ウイルス発現ベクターとして有用なウイルスとしては、パポバウィルス、アデノウイルス、ワクシニアウイルス、アデノ随伴ウイルス(AAV)、ヘルペスウイルス、及びレトロウイルスが挙げられる。好適なレトロウイルスとしては、HIV、SIV、FIV、EIAV、MoMLVからなる群が含まれる。
レンチウイルス及びアデノ随伴ウイルスは、細胞分裂を伴わずにゲノムに組み込むことができ、したがって、神経細胞への導入遺伝子の送達に有用であり得る。
本明細書で開示されている方法では、任意の血清型のAAVを使用することができる。ウイルスベクターの血清型は、AAV1、AAV2、AAV3、AAV4、MV5、AAV6、AAV7、及びAAV8であってもよい(例えば、Gaoら(2002年)PNAS、99巻:11854〜11859頁;及びViral Vectors for Gene Therapy:Methods and Protocols,ed.Machida、Humana Press、2003年を参照)。本明細書中に列挙されているものに加えて、他の血清型を使用することができる。更に、本明細書に記載の方法では、偽型AAVベクターも使用することができる。偽型AAVベクターとは、あるAAV血清型のゲノムを第2のAAV血清型のカプシドに含むもの、例えば、AAV2カプシド及びAAV1ゲノムを含むAAVベクター、又はAAV5カプシド及びAAV2ゲノムを含むAAVベクターである(Auricchioら、(2001年)Hum.Mol.Genet.10巻(26号):3075〜81頁)。
AAVベクターは、哺乳動物に対して非病原性である一本鎖(ss)DNAパルボウイルスに由来する(Muzyscka(1992年)Curr.Top.Microb.Immunol.158巻:97〜129頁)。簡潔に述べると、AAVに基づくベクターは、ウイルスゲノムの96%を占めるrep及びcapウイルス遺伝子が除去されており、ウイルスDNA複製、パッケージング、及び組み込みを開始させるために使用される2つの隣接する145塩基対(bp)の逆位末端反復(ITR)が残されている。ヘルパーウイルスの非存在下では、野生型AAVは、優先的部位特異的にヒト宿主細胞ゲノムの染色体19q13.3に組み込まれるか、又はエピゾームとして発現され続ける場合がある。単一AAV粒子は、最大5kbのssDNAを収容することができ、したがって、導入遺伝子及び調節エレメント用の約4.5kbが残っており、典型的にはこれで十分である。しかしながら、例えば、米国特許第6,544,785号に記載のようなトランス−スプライシング系により、この制限をほとんど2倍にすることができる。
レンチウイルスは、細胞に形質導入を行うことができ、細胞分裂を伴わずにそのゲノムに組み込むことができ、本明細書で開示されている方法に使用することができる。したがって、レンチウイルスは、複製欠損レンチウイルス粒子であってもよい。そのようなレンチウイルス粒子は、5’レンチウイルスLTR、tRNA結合部位、パッケージングシグナル、1つ又は複数の神経保護ペプチドをコードするポリヌクレオチドシグナルに作動可能に連結されているプロモーター、第2鎖DNA合成の起点、及び3’レンチウイルスLTRを含むレンチウイルスベクターから生成することができる。レンチウイルスの調製方法及び神経細胞へのin vivo投与方法は、US20020037281(レンチウイルスのベクターを使用して神経細胞に形質移入を行う方法)及びUS20020187951(神経変性疾患のレンチウイルス媒介性増殖因子遺伝子療法)に記載されている。

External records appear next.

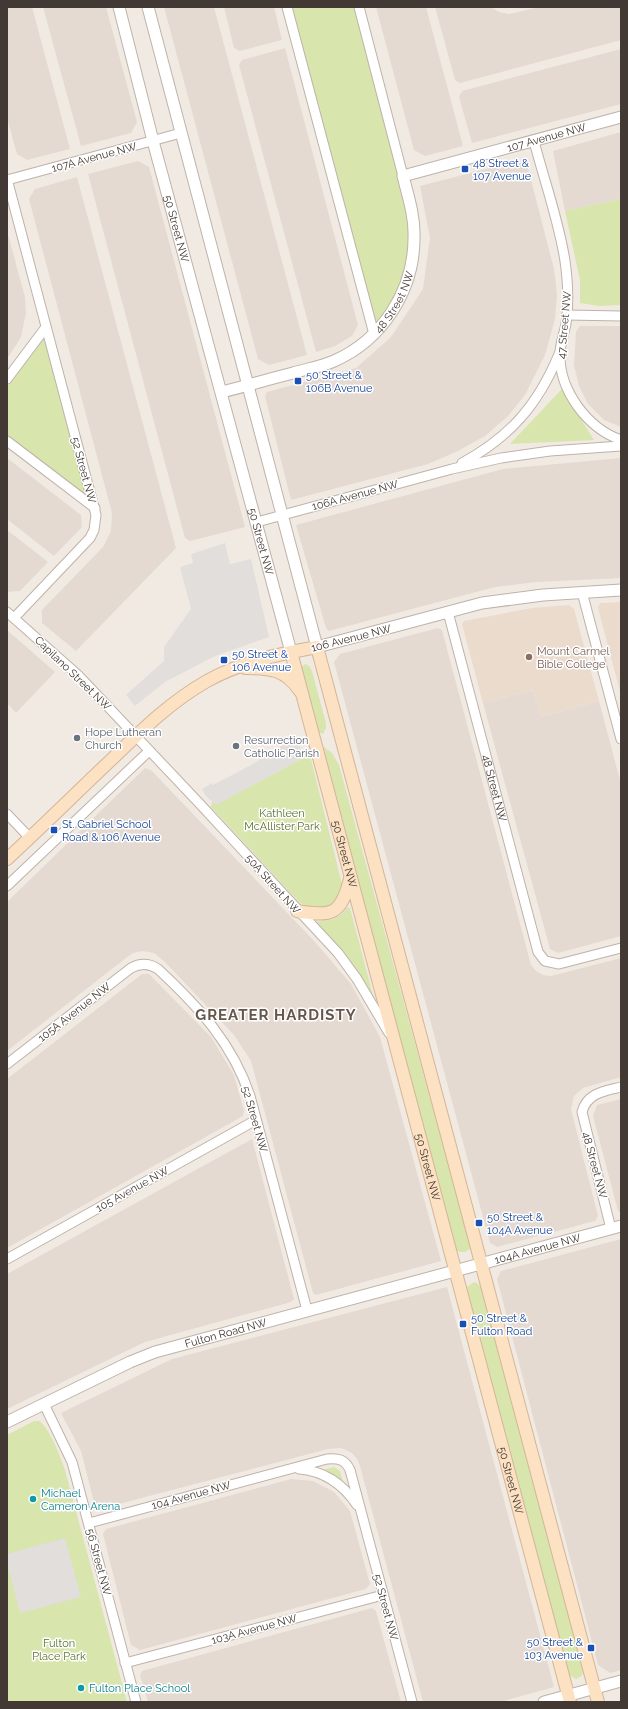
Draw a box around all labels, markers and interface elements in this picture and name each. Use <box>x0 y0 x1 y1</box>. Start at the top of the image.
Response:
street label: 107 Avenue NW <box>506 121 588 155</box>
street label: 107A Avenue NW <box>50 140 139 175</box>
place label: 48 Street & 107 Avenue <box>473 157 532 183</box>
marker: 48 Street & 107 Avenue <box>460 164 470 174</box>
street label: 50 Street NW <box>161 194 192 264</box>
street label: 48 Street NW <box>372 269 417 336</box>
street label: 47 Street NW <box>555 290 574 359</box>
place label: 50 Street & 106B Avenue <box>306 369 373 395</box>
marker: 50 Street & 106B Avenue <box>293 376 303 386</box>
street label: 52 Street NW <box>68 436 99 505</box>
street label: 106A Avenue NW <box>311 478 400 513</box>
street label: 50 Street NW <box>245 507 276 577</box>
street label: 106 Avenue NW <box>310 622 393 655</box>
street label: Capilano Street NW <box>32 634 114 713</box>
place label: Mount Carmel Bible College <box>537 645 609 671</box>
place label: 50 Street & 106 Avenue <box>232 648 292 674</box>
marker: Mount Carmel Bible College <box>524 652 534 662</box>
marker: 50 Street & 106 Avenue <box>219 655 229 665</box>
place label: Hope Lutheran Church <box>85 726 161 752</box>
marker: Hope Lutheran Church <box>72 733 82 743</box>
place label: Resurrection Catholic Parish <box>244 734 319 760</box>
marker: Resurrection Catholic Parish <box>231 741 241 751</box>
street label: 48 Street NW <box>479 753 509 823</box>
park label: Kathleen McAllister Park <box>244 807 320 833</box>
place label: St. Gabriel School Road & 106 Avenue <box>62 818 161 844</box>
street label: 50 Street NW <box>329 819 359 890</box>
marker: St. Gabriel School Road & 106 Avenue <box>49 825 59 835</box>
street label: 50A Street NW <box>242 852 303 917</box>
street label: 105A Avenue NW <box>35 980 114 1045</box>
district label: GREATER HARDISTY <box>195 1006 357 1024</box>
street label: 52 Street NW <box>239 1085 270 1154</box>
street label: 48 Street NW <box>579 1130 610 1200</box>
street label: 50 Street NW <box>412 1132 443 1203</box>
street label: 105 Avenue NW <box>94 1164 171 1215</box>
place label: 50 Street & 104A Avenue <box>487 1211 553 1237</box>
marker: 50 Street & 104A Avenue <box>474 1218 484 1228</box>
street label: 104A Avenue NW <box>493 1231 583 1267</box>
place label: 50 Street & Fulton Road <box>471 1312 533 1338</box>
street label: Fulton Road NW <box>183 1316 269 1351</box>
marker: 50 Street & Fulton Road <box>458 1319 468 1329</box>
street label: 50 Street NW <box>495 1445 526 1516</box>
street label: 104 Avenue NW <box>150 1479 233 1512</box>
place label: Michael Cameron Arena <box>41 1487 120 1513</box>
marker: Michael Cameron Arena <box>28 1494 38 1504</box>
street label: 56 Street NW <box>83 1527 114 1597</box>
street label: 52 Street NW <box>370 1573 401 1642</box>
street label: 103A Avenue NW <box>210 1612 299 1647</box>
place label: 50 Street & 103 Avenue <box>525 1636 584 1662</box>
park label: Fulton Place Park <box>32 1637 86 1663</box>
marker: 50 Street & 103 Avenue <box>586 1643 596 1653</box>
place label: Fulton Place School <box>89 1682 190 1695</box>
marker: Fulton Place School <box>76 1683 86 1693</box>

1つ又は複数の神経保護ペプチドを発現するためのベクターの構築は、当業者であれば詳細な説明を必要としない従来技術を使用して達成することができる。しかしながら、概略は、当業者であれば、Maniatisら、Molecular Cloning:A Laboratory Manual、Cold Spring Harbor Laboratory、(NY 1982年)を参考にすることができる。
キメラ発現構築体は、例えば、シグナル配列、及び所望の神経保護ペプチドをコードするヌクレオチドをPCRにより増幅し、オーバラップPCRでそれらを融合させることにより生成することができる。多くのシグナル配列は比較的短いため、神経保護ペプチドコード配列を増幅するために使用される5’PCRプライマーは、シグナル配列をコードする配列並びにTATAボックス及び他の調節エレメントを含んでいてもよい。
簡潔に述べると、組換え発現ベクターの構築には、標準的ライゲーション技術が使用される。構築したベクターの配列が正しいことを確認するための分析では、例えば、 Messingらの方法(Nucleic Acids Res.9巻:309〜、1981年)、Maxamらの方法(Methods in Enzymology、65巻:499頁、1980年)、又は当業者に知られることになる他の好適な方法を使用して、遺伝子を配列決定する。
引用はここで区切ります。